• [WHAT THE EXERCISE ASKS]: The data below calls for an exact copy.

• [MATERIAL FOR THIS EXERCISE]:
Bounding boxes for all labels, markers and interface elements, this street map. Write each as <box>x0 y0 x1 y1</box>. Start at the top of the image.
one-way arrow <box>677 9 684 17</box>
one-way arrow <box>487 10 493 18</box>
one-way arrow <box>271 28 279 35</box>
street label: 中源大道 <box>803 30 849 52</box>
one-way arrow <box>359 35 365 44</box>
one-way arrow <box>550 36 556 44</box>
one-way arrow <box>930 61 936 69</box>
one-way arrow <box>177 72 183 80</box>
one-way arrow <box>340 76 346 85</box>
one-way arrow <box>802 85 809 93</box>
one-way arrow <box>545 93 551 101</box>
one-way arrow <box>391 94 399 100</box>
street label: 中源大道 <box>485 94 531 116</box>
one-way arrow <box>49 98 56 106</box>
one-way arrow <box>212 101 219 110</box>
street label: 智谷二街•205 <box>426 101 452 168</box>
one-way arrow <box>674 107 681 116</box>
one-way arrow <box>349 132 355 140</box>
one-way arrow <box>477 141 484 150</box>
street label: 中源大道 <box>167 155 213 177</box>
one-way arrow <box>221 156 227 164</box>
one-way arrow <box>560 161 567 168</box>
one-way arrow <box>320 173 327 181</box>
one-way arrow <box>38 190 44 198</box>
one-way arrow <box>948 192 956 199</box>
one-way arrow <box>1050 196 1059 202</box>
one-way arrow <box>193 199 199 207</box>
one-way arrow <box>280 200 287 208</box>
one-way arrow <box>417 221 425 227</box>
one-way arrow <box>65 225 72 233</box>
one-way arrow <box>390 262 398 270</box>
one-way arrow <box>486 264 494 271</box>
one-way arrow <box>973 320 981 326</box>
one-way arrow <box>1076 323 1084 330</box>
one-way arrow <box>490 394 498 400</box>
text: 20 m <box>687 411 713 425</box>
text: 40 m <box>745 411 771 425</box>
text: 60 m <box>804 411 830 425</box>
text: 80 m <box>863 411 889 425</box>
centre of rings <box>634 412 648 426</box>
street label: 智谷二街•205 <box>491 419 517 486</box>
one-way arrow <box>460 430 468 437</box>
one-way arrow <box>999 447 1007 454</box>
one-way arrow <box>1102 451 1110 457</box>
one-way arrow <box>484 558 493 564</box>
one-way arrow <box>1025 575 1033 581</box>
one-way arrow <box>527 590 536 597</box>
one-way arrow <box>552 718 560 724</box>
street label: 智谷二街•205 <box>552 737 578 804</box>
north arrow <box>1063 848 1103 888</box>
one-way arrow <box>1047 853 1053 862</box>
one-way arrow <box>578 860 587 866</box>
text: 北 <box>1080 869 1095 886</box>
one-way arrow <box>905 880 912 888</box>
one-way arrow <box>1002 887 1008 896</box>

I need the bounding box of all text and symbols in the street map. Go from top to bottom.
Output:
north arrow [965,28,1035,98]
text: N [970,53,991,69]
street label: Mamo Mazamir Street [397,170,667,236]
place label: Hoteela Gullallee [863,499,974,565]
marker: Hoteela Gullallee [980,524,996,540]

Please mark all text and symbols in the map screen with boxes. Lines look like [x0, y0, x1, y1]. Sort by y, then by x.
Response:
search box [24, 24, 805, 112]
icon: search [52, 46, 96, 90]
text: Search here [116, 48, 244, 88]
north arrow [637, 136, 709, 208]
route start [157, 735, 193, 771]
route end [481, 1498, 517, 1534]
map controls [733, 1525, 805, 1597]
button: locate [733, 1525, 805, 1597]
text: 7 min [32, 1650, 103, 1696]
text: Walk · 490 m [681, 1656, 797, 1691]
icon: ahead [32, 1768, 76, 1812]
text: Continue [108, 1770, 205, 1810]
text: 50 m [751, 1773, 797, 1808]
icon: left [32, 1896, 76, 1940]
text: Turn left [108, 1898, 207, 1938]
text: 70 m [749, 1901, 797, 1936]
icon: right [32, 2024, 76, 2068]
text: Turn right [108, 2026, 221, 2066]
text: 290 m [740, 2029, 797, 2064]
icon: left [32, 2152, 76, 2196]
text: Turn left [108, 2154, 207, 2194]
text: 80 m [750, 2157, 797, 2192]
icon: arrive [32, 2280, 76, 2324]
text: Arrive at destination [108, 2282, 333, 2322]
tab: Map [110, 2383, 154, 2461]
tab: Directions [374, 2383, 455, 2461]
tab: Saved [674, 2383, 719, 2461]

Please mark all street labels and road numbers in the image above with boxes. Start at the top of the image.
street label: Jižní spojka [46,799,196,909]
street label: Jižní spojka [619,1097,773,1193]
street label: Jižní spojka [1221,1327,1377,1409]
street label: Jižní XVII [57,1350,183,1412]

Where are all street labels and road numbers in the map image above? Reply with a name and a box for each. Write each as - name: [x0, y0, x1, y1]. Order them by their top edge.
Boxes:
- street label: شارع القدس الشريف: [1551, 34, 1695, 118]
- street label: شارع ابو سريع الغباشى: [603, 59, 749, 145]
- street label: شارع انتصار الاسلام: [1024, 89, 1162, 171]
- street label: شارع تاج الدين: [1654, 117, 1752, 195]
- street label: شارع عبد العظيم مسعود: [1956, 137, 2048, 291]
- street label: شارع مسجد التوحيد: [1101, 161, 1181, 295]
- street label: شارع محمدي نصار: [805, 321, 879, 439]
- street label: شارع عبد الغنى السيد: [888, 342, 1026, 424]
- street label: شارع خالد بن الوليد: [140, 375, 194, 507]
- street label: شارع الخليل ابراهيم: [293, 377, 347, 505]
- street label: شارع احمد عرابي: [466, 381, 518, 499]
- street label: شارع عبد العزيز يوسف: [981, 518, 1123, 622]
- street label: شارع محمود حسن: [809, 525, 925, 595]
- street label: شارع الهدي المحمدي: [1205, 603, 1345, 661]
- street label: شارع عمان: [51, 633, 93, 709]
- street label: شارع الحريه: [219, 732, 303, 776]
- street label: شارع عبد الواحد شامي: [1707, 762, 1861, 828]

• [PROBLEM SOLUTION]:
Bounding boxes for all labels, markers and interface elements, this street map. Write each as <box>x0 y0 x1 y1</box>. Start at the top of the image.
one-way arrow <box>677 9 684 17</box>
one-way arrow <box>487 10 493 18</box>
one-way arrow <box>271 28 279 35</box>
street label: 中源大道 <box>803 30 849 52</box>
one-way arrow <box>359 35 365 44</box>
one-way arrow <box>550 36 556 44</box>
one-way arrow <box>930 61 936 69</box>
one-way arrow <box>177 72 183 80</box>
one-way arrow <box>340 76 346 85</box>
one-way arrow <box>802 85 809 93</box>
one-way arrow <box>545 93 551 101</box>
one-way arrow <box>391 94 399 100</box>
street label: 中源大道 <box>485 94 531 116</box>
one-way arrow <box>49 98 56 106</box>
one-way arrow <box>212 101 219 110</box>
street label: 智谷二街•205 <box>426 101 452 168</box>
one-way arrow <box>674 107 681 116</box>
one-way arrow <box>349 132 355 140</box>
one-way arrow <box>477 141 484 150</box>
street label: 中源大道 <box>167 155 213 177</box>
one-way arrow <box>221 156 227 164</box>
one-way arrow <box>560 161 567 168</box>
one-way arrow <box>320 173 327 181</box>
one-way arrow <box>38 190 44 198</box>
one-way arrow <box>948 192 956 199</box>
one-way arrow <box>1050 196 1059 202</box>
one-way arrow <box>193 199 199 207</box>
one-way arrow <box>280 200 287 208</box>
one-way arrow <box>417 221 425 227</box>
one-way arrow <box>65 225 72 233</box>
one-way arrow <box>390 262 398 270</box>
one-way arrow <box>486 264 494 271</box>
one-way arrow <box>973 320 981 326</box>
one-way arrow <box>1076 323 1084 330</box>
one-way arrow <box>490 394 498 400</box>
text: 20 m <box>687 411 713 425</box>
text: 40 m <box>745 411 771 425</box>
text: 60 m <box>804 411 830 425</box>
text: 80 m <box>863 411 889 425</box>
centre of rings <box>634 412 648 426</box>
street label: 智谷二街•205 <box>491 419 517 486</box>
one-way arrow <box>460 430 468 437</box>
one-way arrow <box>999 447 1007 454</box>
one-way arrow <box>1102 451 1110 457</box>
one-way arrow <box>484 558 493 564</box>
one-way arrow <box>1025 575 1033 581</box>
one-way arrow <box>527 590 536 597</box>
one-way arrow <box>552 718 560 724</box>
street label: 智谷二街•205 <box>552 737 578 804</box>
north arrow <box>1063 848 1103 888</box>
one-way arrow <box>1047 853 1053 862</box>
one-way arrow <box>578 860 587 866</box>
text: 北 <box>1080 869 1095 886</box>
one-way arrow <box>905 880 912 888</box>
one-way arrow <box>1002 887 1008 896</box>

I need the bounding box of all text and symbols in the street map. Go from top to bottom.
Output:
north arrow [965,28,1035,98]
text: N [970,53,991,69]
street label: Mamo Mazamir Street [397,170,667,236]
place label: Hoteela Gullallee [863,499,974,565]
marker: Hoteela Gullallee [980,524,996,540]

Please mark all text and symbols in the map screen with boxes. Lines look like [x0, y0, x1, y1]. Sort by y, then by x.
Response:
search box [24, 24, 805, 112]
icon: search [52, 46, 96, 90]
text: Search here [116, 48, 244, 88]
north arrow [637, 136, 709, 208]
route start [157, 735, 193, 771]
route end [481, 1498, 517, 1534]
map controls [733, 1525, 805, 1597]
button: locate [733, 1525, 805, 1597]
text: 7 min [32, 1650, 103, 1696]
text: Walk · 490 m [681, 1656, 797, 1691]
icon: ahead [32, 1768, 76, 1812]
text: Continue [108, 1770, 205, 1810]
text: 50 m [751, 1773, 797, 1808]
icon: left [32, 1896, 76, 1940]
text: Turn left [108, 1898, 207, 1938]
text: 70 m [749, 1901, 797, 1936]
icon: right [32, 2024, 76, 2068]
text: Turn right [108, 2026, 221, 2066]
text: 290 m [740, 2029, 797, 2064]
icon: left [32, 2152, 76, 2196]
text: Turn left [108, 2154, 207, 2194]
text: 80 m [750, 2157, 797, 2192]
icon: arrive [32, 2280, 76, 2324]
text: Arrive at destination [108, 2282, 333, 2322]
tab: Map [110, 2383, 154, 2461]
tab: Directions [374, 2383, 455, 2461]
tab: Saved [674, 2383, 719, 2461]

Please mark all street labels and road numbers in the image above with boxes. Start at the top of the image.
street label: Jižní spojka [46,799,196,909]
street label: Jižní spojka [619,1097,773,1193]
street label: Jižní spojka [1221,1327,1377,1409]
street label: Jižní XVII [57,1350,183,1412]

Where are all street labels and road numbers in the map image above? Reply with a name and a box for each. Write each as - name: [x0, y0, x1, y1]. Order them by their top edge.
Boxes:
- street label: شارع القدس الشريف: [1551, 34, 1695, 118]
- street label: شارع ابو سريع الغباشى: [603, 59, 749, 145]
- street label: شارع انتصار الاسلام: [1024, 89, 1162, 171]
- street label: شارع تاج الدين: [1654, 117, 1752, 195]
- street label: شارع عبد العظيم مسعود: [1956, 137, 2048, 291]
- street label: شارع مسجد التوحيد: [1101, 161, 1181, 295]
- street label: شارع محمدي نصار: [805, 321, 879, 439]
- street label: شارع عبد الغنى السيد: [888, 342, 1026, 424]
- street label: شارع خالد بن الوليد: [140, 375, 194, 507]
- street label: شارع الخليل ابراهيم: [293, 377, 347, 505]
- street label: شارع احمد عرابي: [466, 381, 518, 499]
- street label: شارع عبد العزيز يوسف: [981, 518, 1123, 622]
- street label: شارع محمود حسن: [809, 525, 925, 595]
- street label: شارع الهدي المحمدي: [1205, 603, 1345, 661]
- street label: شارع عمان: [51, 633, 93, 709]
- street label: شارع الحريه: [219, 732, 303, 776]
- street label: شارع عبد الواحد شامي: [1707, 762, 1861, 828]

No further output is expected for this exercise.